In 1960 alone, 49,000 people emigrated from Japan to North Korea, but the number dropped dramatically as word spread about the true conditions in the country. Despite the watchful eye of the censors, the families devised ways to warn their relatives. A man wrote a message on the back of a postage stamp:

“We cannot leave the village,” he wrote in the small space, urging his brother in Japan not to come.

Mr. Lee’s aunt sent his mother a letter telling her to consider emigrating to North Korea when her nephew was old enough to marry. The message was clear: the nephew was only 3 years old.

To survive, migrants often relied on cash and packages sent by relatives still in Japan. At school, Lee said, the children called him “ban-jjokbari,” an insulting term for Koreans in Japan. All lived in constant fear of being called disloyal and exiled to prison camps.

“For North Korea, they served as hostages for ransom,” said Kim So-hee, a co-author of the report. “Families in Japan were asked to pay for the release of their relatives from prison camps.”

Mr. Lee became a doctor, one of the best jobs available to immigrants from Japan who were denied government jobs. He said his medical expertise allowed him to witness the collapse of the public health system in the wake of the famine in the 1990s, when doctors in North Korea were forced to use beer bottles to build IVs.

He fled to China in 2006 as part of a refugee stream and spent two and a half years in prison in Myanmar when he and his trafficker were arrested for human trafficking.

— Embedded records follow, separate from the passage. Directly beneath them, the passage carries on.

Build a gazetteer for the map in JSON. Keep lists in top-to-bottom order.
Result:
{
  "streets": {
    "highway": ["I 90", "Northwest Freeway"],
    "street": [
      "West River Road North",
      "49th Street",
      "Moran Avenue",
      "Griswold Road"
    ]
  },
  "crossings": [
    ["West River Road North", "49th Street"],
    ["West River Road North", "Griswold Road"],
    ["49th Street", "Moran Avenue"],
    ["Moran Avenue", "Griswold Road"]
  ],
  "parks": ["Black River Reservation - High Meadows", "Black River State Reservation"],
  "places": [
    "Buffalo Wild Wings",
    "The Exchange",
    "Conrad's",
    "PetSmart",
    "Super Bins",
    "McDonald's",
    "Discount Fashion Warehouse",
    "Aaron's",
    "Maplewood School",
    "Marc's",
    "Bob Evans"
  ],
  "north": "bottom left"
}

After arriving in Seoul in 2009, Mr. Lee helped smuggle his wife and daughter out of North Korea. But he still has relatives, including a son, trapped in the country, he said.

His wife died in 2013 and now Mr. Lee lives alone in a small rented apartment in Seoul. “But I have freedom,” he said. “I would have sacrificed everything else for that.”

Mr. Lee has formed a partnership with 50 ethnic Koreans from Japan who immigrated to North Korea and escaped to the South. Every December, the group meets to commemorate the anniversary of the start of mass migration in 1959. Their memoirs are almost complete. His generation is the last to have a first-hand experience of what happened to those 93,000 migrants, he said.

“It’s sad that our stories are buried when we die,” Lee said.